The disorder from which he suffered is supposed by his
medical biographer Sprenger to have been hysteria
muscularis, and although its attacks closely resembled
common epileptic fits, yet they also differed from them,
inasmuch as he retained a recollection of the workings
of his mind during the paroxysms, which is not the case
in ordinary epilepsy. Mohammed's hysterical sensations
and visionary fantasies obviously were involuntary,
and yet proceeded only from within his own psychical
world, just as our ordinary dreams come involuntarily,
but are nevertheless originated by ourselves. The nature
of both phenomena is one purely subjective.

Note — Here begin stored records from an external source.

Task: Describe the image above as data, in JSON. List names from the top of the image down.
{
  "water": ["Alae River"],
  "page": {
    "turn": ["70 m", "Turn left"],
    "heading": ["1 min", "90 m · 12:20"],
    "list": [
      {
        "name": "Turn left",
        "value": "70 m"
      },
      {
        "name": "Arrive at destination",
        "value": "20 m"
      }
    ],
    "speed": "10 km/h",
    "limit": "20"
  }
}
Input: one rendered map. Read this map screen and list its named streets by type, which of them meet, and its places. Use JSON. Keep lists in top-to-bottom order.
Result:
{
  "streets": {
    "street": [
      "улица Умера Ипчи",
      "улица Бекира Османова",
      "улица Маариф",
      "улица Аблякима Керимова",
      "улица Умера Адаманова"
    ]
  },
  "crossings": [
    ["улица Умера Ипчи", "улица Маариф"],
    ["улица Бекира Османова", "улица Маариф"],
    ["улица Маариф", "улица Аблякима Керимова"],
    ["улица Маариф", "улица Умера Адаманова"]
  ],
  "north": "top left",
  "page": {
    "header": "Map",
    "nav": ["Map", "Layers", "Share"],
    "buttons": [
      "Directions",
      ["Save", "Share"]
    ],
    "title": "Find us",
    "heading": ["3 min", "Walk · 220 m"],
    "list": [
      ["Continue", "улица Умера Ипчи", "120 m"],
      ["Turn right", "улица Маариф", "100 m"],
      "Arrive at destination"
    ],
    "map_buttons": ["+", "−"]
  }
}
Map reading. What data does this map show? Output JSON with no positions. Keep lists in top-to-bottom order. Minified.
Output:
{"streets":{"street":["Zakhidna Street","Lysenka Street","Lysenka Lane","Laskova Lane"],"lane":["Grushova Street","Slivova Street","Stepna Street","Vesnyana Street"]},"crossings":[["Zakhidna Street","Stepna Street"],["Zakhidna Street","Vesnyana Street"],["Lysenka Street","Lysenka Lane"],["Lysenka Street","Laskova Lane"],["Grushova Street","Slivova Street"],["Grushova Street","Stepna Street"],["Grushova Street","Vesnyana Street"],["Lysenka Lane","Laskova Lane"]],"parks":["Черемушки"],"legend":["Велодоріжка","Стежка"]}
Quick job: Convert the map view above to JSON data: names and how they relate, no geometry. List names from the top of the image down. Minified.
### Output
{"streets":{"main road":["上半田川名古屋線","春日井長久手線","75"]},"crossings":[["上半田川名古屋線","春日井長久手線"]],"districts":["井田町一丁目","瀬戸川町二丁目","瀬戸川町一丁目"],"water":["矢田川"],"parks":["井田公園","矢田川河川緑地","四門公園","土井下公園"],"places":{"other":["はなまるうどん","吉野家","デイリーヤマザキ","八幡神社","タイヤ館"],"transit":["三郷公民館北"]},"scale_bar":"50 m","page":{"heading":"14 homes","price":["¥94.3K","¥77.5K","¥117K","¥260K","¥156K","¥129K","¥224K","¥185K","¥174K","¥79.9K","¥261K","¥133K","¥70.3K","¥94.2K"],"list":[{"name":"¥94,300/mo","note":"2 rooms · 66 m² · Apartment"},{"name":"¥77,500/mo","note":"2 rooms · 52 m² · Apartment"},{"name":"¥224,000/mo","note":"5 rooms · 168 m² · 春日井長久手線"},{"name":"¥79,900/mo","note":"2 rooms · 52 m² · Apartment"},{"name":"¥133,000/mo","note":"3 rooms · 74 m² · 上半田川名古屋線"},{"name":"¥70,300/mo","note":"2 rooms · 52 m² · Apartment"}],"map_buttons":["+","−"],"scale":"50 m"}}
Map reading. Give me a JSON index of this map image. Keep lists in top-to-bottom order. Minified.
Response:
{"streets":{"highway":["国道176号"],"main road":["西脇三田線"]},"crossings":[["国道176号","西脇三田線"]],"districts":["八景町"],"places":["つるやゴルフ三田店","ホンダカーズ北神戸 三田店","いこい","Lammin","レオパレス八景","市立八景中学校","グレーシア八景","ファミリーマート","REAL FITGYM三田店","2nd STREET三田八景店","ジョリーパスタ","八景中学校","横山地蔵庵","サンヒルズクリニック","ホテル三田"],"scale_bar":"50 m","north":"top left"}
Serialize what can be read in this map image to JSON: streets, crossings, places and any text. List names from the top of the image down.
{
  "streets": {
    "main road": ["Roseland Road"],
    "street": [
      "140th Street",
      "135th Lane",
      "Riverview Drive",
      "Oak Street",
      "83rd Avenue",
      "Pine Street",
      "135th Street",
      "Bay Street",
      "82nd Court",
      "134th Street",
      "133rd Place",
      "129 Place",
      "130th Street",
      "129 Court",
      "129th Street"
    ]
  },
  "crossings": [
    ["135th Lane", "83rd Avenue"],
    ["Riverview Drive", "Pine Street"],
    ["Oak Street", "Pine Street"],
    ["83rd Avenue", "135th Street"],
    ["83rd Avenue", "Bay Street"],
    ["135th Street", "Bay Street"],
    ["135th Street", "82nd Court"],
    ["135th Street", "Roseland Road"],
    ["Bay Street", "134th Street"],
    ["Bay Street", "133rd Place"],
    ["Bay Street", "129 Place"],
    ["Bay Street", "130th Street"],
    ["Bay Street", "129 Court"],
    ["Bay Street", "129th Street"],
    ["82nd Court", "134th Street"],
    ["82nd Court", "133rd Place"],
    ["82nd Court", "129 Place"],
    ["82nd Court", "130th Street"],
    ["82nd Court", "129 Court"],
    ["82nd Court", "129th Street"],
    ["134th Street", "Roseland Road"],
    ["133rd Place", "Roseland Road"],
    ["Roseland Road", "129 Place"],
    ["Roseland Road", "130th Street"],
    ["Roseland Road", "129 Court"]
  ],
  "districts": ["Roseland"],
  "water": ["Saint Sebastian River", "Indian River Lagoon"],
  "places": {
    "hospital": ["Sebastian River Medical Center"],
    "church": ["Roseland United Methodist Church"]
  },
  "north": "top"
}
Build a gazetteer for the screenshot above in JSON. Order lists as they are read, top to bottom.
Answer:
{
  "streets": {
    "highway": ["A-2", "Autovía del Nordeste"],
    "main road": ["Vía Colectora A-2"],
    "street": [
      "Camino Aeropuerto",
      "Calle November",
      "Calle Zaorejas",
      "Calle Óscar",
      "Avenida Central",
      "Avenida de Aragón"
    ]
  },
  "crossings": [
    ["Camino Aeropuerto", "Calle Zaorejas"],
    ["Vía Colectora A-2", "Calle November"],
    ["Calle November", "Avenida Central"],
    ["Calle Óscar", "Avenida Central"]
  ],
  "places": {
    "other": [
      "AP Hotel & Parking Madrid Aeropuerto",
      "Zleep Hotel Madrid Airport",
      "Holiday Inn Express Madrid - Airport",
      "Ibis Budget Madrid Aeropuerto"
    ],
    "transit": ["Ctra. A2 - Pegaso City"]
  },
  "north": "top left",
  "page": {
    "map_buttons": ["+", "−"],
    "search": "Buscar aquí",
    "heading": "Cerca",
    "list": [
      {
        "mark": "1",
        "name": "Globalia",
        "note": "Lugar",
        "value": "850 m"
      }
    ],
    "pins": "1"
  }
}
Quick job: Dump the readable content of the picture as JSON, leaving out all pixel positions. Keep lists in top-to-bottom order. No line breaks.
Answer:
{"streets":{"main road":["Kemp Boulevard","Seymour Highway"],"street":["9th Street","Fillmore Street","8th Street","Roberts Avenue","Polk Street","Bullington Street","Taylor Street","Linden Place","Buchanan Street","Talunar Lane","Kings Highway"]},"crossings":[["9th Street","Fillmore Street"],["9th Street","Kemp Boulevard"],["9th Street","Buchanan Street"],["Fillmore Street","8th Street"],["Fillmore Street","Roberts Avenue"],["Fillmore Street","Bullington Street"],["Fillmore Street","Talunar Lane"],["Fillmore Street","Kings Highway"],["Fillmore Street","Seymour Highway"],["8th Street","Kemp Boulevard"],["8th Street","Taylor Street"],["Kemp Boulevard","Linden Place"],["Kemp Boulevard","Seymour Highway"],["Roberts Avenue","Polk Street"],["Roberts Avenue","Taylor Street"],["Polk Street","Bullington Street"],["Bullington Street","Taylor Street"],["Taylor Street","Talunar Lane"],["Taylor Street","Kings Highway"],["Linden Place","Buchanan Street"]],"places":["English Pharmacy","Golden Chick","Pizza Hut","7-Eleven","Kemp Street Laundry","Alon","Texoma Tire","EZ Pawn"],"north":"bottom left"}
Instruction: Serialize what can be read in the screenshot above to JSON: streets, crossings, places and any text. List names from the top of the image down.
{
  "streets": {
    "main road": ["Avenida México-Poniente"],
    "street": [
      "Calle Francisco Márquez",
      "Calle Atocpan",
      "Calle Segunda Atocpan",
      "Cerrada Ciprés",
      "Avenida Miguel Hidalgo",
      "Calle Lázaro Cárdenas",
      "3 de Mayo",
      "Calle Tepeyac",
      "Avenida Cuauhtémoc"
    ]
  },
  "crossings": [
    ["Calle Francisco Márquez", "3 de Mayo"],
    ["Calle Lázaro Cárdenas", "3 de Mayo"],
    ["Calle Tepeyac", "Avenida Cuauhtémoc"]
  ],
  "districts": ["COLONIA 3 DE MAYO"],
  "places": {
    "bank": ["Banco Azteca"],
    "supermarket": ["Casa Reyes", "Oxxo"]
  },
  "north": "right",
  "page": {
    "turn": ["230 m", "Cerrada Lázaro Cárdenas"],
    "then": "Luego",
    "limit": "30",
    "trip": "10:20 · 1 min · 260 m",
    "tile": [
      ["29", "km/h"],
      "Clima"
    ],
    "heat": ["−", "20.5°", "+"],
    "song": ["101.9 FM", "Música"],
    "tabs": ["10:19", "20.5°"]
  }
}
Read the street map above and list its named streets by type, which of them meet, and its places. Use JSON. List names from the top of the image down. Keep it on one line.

When Mohammed was six years old, his mother took him
with her on a visit to their relatives in Medina. His
great-grandmother Salma belonging to the powerful family
of the Beni Adi, and his father Abd Allah having died,
and lying buried, amongst them, the little orphan was
naturally remembered with interest by a number of friends
and connections in Medina. The widowed Amina, on her
part, whose entire hope centred in the one child, was
equally disposed to keep up and refresh that interest
amongst her, son's kindred in the sister-city, which
was at once his father's last resting-place and his
grandfather's birthplace. They remained a whole month
with the Beni Adi, living in the very house where Abd
Allah had died; and, when many years later Medina opened
her gates to the fugitive Prophet, he said that he could
still recollect several scenes of this early visit.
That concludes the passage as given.